Commissioners ultimately approved a set of recommendations that was crafted by the board’s oxymoronically named Effective and Efficient Government Committee, but not without some drama.

The first sticking point came on changes to the board’s agenda format, specifically a recommendation to hold discussion and votes on consent items at the end of a meeting, after more pressing policy issues had been addressed.

Consent items are typically a laundry list of general motions and minor budget requests that are lumped together for a single vote. Commissioners, however, at times will pull a specific item from the consent list for discussion. Pushing that process to the end of a meeting would prevent citizens who were present to speak on an actual policy issue from having to wait for the consent-item housekeeping to take place.

Seems like a no-brainer, right? Not to Commissioner Vilma Leake, a Democrat who has a penchant for grandstanding by highlighting, usually with rambling, self-serving oratory, consent items she has pulled for discussion that include perks for her district and her own special interests.

“Why would we put it at the end of the agenda when it’s the meat of the meeting of what we vote on to determine how it impacts this general community?” Leake asked. “Why would we do that, other than we don’t want the general public to know what the consent items entail?”

It didn’t take long for Leake to answer her own question.

“I knew this would be a part of your recommendation,” she told her fellow commissioners, “because you’ve been complaining about me pulling consent items and taking up a lot of time in this chamber for meetings. I resent the fact that you don’t want the general public to know what’s in these consent items.

“So I’m asking us to be fair in the process and not try to muzzle any member of this board,” Leake scolded, “as it relates to sharing information with the general public.”

Commissioner Karen Bentley, a Republican, tried to put the recommendation in perspective for Leake.

“I think we have to look at it through the lens of folks who commit an evening to come down and wait to present an agenda item, only to find it’s a very late hour,” she said. “I think we need to be respectful of their time.”

Commissioner Dumont Clarke, a Democrat, echoed that sentiment, pointing out that there were people in the audience Tuesday night waiting to speak about an important policy issue, while Leake moaned and groaned about consent items. Clarke also bristled at Leake’s characterization of the Effective and Efficient Government Committee’s recommendation.

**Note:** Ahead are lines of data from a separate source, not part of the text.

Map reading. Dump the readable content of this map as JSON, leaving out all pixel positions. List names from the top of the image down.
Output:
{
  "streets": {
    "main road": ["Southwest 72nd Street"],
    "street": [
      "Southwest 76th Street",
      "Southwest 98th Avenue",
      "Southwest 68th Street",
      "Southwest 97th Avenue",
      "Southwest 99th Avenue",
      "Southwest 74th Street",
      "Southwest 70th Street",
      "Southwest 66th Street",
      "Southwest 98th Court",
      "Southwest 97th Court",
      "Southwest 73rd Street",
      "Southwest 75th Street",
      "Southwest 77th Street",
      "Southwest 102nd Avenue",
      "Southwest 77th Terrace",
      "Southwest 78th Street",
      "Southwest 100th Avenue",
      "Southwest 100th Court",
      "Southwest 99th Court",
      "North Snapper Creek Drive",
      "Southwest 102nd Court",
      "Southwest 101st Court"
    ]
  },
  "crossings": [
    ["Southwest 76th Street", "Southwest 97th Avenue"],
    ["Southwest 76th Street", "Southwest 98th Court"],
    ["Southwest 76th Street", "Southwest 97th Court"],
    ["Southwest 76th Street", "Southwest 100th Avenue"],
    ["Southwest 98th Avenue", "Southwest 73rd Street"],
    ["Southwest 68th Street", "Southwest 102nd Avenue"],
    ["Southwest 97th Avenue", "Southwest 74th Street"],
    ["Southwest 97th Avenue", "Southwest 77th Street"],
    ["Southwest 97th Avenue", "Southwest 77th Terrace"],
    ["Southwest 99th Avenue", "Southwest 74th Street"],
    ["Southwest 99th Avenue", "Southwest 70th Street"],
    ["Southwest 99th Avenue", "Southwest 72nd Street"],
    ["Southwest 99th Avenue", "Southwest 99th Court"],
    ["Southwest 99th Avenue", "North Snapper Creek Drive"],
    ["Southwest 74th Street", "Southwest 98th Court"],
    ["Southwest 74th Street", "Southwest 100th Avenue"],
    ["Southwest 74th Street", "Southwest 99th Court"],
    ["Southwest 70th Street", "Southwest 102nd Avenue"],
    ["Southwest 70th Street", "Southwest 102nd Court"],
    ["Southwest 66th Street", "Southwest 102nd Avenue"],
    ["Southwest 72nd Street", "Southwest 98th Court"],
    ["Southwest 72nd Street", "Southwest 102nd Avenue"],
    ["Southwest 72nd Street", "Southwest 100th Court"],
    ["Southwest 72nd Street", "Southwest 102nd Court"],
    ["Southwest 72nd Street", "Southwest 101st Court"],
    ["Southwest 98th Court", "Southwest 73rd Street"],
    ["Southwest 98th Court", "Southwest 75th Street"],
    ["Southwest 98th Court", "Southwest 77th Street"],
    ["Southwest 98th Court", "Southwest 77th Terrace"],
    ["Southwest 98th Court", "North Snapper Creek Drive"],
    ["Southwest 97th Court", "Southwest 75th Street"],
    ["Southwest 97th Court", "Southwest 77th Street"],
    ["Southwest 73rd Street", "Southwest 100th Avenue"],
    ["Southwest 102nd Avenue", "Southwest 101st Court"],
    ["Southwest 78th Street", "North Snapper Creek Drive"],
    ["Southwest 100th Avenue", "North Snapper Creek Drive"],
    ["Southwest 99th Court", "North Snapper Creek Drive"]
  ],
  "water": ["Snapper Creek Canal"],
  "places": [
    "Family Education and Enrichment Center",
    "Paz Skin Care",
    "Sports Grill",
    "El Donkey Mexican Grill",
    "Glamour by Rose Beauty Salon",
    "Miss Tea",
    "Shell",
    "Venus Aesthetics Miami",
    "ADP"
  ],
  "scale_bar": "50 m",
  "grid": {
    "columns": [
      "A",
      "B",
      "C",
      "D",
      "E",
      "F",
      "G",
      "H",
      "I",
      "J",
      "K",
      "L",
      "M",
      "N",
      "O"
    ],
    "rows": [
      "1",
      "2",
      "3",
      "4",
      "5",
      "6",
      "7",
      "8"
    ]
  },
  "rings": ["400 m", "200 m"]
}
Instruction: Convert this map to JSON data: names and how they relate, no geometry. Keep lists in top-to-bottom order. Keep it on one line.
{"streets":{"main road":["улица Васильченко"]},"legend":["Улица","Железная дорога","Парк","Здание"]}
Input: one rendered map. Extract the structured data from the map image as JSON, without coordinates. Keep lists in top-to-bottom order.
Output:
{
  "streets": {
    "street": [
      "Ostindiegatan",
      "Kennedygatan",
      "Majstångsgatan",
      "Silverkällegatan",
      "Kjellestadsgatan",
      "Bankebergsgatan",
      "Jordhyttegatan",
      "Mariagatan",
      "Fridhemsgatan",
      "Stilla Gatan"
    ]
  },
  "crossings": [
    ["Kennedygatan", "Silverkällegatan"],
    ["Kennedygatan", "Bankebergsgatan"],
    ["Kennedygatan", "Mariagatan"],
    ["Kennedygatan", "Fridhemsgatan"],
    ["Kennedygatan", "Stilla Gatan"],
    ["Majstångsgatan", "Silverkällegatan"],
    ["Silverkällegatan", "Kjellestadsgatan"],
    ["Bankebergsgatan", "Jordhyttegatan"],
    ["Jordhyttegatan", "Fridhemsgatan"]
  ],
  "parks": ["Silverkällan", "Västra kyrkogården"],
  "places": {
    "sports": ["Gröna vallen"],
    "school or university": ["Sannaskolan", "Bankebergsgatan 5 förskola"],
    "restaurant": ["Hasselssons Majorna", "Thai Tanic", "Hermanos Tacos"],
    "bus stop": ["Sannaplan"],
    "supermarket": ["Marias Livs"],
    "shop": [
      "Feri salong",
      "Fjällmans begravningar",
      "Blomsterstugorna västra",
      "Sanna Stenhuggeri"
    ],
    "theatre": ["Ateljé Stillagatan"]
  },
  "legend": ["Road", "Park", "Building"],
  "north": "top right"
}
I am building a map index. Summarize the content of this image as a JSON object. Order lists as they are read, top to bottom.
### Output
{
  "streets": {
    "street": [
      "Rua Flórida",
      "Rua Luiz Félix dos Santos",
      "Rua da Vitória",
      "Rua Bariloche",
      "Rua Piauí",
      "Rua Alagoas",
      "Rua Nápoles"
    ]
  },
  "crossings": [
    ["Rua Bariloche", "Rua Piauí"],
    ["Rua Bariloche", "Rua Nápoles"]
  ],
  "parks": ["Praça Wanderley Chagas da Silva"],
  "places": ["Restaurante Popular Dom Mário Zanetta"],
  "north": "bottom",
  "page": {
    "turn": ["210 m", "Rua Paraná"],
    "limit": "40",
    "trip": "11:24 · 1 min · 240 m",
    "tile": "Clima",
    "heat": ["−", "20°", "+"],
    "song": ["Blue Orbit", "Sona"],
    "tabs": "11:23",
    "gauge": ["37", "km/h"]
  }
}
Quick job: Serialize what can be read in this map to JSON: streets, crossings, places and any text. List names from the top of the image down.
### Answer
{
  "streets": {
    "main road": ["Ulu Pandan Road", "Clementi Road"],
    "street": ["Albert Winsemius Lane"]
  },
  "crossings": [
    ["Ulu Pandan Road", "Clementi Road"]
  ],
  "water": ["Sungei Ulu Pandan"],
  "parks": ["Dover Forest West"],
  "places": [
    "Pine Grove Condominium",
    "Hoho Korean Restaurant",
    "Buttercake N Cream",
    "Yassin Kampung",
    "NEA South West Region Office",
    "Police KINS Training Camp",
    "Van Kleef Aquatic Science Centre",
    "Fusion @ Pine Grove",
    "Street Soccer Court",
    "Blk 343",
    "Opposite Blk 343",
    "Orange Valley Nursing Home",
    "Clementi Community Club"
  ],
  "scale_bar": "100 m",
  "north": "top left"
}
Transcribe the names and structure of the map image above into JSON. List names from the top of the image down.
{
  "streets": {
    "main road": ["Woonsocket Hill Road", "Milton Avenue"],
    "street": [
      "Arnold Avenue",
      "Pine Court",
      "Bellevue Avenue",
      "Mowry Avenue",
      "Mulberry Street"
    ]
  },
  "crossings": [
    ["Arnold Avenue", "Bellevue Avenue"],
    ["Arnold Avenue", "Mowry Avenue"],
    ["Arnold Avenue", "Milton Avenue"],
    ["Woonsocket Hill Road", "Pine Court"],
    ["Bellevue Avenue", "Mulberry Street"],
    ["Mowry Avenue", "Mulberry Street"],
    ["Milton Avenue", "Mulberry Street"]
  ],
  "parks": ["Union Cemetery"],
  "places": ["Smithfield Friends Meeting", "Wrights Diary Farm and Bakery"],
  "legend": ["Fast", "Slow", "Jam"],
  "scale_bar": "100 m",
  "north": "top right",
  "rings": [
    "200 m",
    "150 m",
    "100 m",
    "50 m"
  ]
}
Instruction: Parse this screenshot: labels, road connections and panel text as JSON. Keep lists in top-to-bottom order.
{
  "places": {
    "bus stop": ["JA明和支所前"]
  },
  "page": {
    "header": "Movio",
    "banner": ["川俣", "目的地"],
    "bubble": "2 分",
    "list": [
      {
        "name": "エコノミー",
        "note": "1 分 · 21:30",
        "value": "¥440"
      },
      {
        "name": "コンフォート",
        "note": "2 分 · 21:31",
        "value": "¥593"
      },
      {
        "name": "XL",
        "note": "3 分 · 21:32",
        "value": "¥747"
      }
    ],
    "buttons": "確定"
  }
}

“I don’t think it’s fair to accuse four commissioners who have approved this of trying to muzzle you, nor is it fair to say we’re trying to hide something from the general public,” Clarke said. “To accuse us of bad faith like that is just not fair.”

Placing consent items at the end of the meeting’s agenda, he said, would still give Leake or any other commissioner the ability to pull specific items for discussion and speak to it for as long as they want. Left unsaid: they likely just won’t get to do it in front of a large audience.

Responded Leake: “I apologize to you, sir, if you feel that I made an attack on my fellow commissioners.”

The board eventually approved the consent-item recommendation, with Leak voting in lone dissent.

After the squabble was settled, Commissioner George Dunlap, a Democrat who chairs the board’s Effective and Efficient Government Committee, tried push things along by having the board approve different recommendations tied to the same issue – how to handle official proclamations, for example – with a single vote.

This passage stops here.